§ WHAT THE TASK ASKS
Reproduce the material that follows, please, but only from its first line to the line containing "filter:drop-shadow(1px 0 #968877)", inclusive.

§ DATA TO USE
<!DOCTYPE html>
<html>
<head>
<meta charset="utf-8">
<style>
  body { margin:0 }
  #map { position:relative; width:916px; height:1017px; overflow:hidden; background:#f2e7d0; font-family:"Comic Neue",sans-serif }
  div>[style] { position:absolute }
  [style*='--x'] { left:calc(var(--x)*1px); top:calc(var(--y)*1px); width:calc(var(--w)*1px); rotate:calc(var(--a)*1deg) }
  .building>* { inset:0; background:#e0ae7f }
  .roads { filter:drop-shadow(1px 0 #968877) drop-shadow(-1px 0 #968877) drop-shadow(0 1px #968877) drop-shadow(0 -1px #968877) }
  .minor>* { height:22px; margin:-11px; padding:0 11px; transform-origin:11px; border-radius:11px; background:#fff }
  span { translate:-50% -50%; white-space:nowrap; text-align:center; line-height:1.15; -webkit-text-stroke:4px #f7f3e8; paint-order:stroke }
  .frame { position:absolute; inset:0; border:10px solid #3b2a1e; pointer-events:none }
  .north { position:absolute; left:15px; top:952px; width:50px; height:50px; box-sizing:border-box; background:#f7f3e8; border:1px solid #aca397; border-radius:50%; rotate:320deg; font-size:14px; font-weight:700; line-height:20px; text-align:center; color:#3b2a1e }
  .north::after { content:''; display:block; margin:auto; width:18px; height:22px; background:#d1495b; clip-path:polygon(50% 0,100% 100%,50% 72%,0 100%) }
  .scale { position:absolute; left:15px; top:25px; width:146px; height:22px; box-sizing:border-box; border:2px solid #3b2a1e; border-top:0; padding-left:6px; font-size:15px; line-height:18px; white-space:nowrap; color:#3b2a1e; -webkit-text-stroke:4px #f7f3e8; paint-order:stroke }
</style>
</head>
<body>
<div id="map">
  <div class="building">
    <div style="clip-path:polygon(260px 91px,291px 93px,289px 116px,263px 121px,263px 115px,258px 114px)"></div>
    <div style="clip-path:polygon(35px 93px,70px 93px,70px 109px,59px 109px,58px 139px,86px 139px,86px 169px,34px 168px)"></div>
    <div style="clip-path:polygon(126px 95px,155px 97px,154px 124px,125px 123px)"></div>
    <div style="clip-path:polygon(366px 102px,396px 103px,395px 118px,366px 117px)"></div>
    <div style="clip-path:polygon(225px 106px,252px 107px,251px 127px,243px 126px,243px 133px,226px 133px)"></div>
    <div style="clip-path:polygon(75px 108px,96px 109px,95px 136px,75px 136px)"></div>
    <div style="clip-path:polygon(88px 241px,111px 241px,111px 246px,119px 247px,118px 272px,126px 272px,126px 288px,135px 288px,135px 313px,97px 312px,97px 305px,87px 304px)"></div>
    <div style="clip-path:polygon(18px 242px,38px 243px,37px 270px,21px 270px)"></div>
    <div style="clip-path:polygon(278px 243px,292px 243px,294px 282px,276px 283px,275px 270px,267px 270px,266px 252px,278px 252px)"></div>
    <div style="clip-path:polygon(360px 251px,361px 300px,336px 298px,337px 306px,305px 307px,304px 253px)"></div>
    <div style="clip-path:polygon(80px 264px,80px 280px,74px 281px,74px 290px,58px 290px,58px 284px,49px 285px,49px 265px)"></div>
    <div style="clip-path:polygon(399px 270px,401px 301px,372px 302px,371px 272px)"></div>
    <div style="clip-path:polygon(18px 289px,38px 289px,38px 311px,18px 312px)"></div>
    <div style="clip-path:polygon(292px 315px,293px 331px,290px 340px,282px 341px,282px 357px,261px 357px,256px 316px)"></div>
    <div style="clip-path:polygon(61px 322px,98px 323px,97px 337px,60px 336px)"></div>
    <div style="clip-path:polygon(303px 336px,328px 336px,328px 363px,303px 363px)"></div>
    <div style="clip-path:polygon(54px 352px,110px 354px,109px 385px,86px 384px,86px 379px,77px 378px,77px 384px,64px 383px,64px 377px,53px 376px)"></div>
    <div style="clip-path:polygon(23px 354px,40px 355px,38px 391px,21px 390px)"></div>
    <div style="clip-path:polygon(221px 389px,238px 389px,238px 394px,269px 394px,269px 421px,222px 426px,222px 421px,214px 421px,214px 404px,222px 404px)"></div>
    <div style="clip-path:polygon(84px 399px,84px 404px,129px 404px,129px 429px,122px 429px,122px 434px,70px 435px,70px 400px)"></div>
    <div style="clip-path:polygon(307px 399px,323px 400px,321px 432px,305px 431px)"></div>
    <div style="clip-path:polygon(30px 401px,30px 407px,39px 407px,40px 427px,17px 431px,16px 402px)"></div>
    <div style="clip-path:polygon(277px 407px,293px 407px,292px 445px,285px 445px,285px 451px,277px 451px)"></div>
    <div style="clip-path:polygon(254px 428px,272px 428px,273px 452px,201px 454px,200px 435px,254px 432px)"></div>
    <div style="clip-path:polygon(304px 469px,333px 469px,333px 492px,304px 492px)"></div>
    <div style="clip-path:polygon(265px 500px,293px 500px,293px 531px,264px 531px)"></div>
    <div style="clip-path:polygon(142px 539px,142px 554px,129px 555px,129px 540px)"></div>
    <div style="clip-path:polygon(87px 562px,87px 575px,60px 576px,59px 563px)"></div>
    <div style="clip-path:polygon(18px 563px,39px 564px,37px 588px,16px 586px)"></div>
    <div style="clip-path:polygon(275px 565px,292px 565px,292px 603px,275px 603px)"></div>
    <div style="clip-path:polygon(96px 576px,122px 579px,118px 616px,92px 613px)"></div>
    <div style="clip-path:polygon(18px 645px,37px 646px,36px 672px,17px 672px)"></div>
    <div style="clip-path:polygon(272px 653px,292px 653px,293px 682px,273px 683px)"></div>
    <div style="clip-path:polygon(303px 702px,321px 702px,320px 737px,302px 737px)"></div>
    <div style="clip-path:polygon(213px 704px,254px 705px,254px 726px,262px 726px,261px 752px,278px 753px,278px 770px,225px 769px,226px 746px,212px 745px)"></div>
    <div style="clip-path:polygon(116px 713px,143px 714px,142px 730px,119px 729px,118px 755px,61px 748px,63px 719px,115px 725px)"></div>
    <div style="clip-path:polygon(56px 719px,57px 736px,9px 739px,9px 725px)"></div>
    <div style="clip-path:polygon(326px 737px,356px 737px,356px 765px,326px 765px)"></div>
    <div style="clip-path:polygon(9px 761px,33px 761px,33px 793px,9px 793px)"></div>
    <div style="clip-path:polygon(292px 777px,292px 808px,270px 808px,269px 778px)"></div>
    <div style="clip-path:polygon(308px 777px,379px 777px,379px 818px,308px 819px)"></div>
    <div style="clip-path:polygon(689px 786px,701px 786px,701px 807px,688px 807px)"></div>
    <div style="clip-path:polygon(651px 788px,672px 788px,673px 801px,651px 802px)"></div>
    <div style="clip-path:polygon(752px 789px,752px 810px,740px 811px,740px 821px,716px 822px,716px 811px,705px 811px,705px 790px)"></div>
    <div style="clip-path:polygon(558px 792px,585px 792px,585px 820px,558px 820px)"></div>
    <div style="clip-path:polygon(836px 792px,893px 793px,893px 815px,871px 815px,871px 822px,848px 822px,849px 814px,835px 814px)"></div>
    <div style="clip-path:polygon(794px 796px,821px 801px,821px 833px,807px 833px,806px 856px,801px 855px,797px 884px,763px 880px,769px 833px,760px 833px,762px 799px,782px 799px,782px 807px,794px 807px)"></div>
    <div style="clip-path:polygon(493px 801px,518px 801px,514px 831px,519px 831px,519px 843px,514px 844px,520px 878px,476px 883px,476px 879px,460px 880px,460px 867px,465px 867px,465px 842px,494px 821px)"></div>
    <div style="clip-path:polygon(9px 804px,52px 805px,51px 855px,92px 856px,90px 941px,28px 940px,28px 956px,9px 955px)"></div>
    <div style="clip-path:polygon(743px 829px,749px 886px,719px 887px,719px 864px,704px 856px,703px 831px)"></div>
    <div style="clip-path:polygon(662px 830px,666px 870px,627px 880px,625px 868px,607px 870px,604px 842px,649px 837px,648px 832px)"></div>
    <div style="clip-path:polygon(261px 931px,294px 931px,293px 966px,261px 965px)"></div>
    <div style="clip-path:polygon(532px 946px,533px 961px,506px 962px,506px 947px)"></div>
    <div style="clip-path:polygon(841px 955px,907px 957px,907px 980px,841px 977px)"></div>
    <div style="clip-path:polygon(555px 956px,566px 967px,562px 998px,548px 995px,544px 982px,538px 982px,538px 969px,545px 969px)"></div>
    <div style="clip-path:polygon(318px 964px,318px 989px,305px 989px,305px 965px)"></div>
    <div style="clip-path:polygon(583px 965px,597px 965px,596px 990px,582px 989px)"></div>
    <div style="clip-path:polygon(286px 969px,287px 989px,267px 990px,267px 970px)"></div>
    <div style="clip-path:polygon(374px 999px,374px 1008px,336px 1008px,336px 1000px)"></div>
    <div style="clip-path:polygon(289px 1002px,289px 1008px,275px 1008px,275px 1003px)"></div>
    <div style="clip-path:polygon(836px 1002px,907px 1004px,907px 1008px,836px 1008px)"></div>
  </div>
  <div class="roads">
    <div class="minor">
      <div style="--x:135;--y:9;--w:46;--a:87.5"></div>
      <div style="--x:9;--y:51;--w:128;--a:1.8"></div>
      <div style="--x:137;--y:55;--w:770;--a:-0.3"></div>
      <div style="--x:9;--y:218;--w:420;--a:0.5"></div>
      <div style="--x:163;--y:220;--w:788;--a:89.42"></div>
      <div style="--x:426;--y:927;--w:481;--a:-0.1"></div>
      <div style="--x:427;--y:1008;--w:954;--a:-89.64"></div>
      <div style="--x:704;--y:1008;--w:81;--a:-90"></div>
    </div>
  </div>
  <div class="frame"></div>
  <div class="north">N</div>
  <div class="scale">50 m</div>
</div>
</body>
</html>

§ REPLY TO THE EXERCISE
<!DOCTYPE html>
<html>
<head>
<meta charset="utf-8">
<style>
  body { margin:0 }
  #map { position:relative; width:916px; height:1017px; overflow:hidden; background:#f2e7d0; font-family:"Comic Neue",sans-serif }
  div>[style] { position:absolute }
  [style*='--x'] { left:calc(var(--x)*1px); top:calc(var(--y)*1px); width:calc(var(--w)*1px); rotate:calc(var(--a)*1deg) }
  .building>* { inset:0; background:#e0ae7f }
  .roads { filter:drop-shadow(1px 0 #968877) drop-shadow(-1px 0 #968877) drop-shadow(0 1px #968877) drop-shadow(0 -1px #968877) }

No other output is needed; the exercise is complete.